Фонари гасли по одному, будто кто-то невидимый щёлкал выключателями. Туман взбирался на мостовые. Дома растворялись в дымке — и было ощущение, что они идут не по улице, а по старой картине, где краски выцвели, но душа осталась.
По стенам домов висели плакаты Виктории. Сотни одинаковых, но каждый будто дышал своим светом. Её лицо — чуть повернуто, волосы, выложенные в мягкую волну, взгляд — прямой, ранящий и обнадёживающий одновременно.
Виктория.
Имя, которое девочки вешали над кроватями и шептали, будто молитву.
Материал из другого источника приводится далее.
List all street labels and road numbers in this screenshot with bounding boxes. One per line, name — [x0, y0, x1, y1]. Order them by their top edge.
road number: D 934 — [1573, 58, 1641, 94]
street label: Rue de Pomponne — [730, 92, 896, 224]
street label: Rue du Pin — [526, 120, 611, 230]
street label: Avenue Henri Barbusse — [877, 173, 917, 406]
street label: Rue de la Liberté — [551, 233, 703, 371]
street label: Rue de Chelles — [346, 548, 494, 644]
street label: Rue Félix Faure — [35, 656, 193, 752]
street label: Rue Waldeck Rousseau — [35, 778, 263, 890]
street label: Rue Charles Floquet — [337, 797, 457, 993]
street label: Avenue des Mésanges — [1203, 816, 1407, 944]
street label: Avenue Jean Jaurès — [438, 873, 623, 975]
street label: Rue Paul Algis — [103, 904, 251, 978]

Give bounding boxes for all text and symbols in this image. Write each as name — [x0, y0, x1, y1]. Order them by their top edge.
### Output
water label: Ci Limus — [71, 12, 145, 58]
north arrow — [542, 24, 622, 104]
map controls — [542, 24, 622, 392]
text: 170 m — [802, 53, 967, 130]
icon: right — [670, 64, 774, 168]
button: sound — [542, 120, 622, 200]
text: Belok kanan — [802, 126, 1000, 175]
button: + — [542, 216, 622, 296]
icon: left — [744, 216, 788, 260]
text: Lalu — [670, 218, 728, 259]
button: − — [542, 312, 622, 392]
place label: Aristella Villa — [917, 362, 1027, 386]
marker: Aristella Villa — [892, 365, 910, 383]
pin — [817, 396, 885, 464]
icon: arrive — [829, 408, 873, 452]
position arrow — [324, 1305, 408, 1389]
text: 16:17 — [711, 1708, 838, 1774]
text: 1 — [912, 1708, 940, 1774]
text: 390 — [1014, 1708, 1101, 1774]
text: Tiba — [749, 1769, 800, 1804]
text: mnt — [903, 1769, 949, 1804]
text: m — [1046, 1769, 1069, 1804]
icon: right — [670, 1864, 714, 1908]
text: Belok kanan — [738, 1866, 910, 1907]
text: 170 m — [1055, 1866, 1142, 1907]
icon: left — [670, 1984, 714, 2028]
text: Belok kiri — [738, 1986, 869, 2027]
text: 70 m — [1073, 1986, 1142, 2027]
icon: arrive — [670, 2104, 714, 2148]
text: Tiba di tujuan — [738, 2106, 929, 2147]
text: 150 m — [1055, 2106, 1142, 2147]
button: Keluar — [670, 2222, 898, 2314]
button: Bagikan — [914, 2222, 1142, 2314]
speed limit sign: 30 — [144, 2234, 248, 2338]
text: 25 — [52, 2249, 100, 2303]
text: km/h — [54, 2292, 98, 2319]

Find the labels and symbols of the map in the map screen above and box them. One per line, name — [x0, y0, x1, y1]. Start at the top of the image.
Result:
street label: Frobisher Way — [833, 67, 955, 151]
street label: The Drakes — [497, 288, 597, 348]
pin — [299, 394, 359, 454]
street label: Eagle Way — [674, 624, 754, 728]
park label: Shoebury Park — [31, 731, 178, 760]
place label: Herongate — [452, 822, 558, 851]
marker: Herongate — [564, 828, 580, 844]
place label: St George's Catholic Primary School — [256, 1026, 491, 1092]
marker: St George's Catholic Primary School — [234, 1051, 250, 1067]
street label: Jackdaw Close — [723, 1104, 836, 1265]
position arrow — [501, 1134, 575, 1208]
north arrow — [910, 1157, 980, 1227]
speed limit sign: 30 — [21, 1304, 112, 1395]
Имя, от которого мужчины моргали чуть дольше обычного.
Имя, ставшее знаменем женской свободы — так говорили.
Но Заха… он смотрел на плакаты иначе.
Не восторженно. Не холодно. Как будто отмечал факт, что в мире появилась женщина, которая может менять людей одним выражением глаз.
И ему это нравилось. Честно, но тихо.
Без фанатизма.
Он разглядывал плакат пару секунд… и пошёл дальше.
— Скажи ещё, что тебе Виктория нравится, — хмыкнула Людмила, следя за ним.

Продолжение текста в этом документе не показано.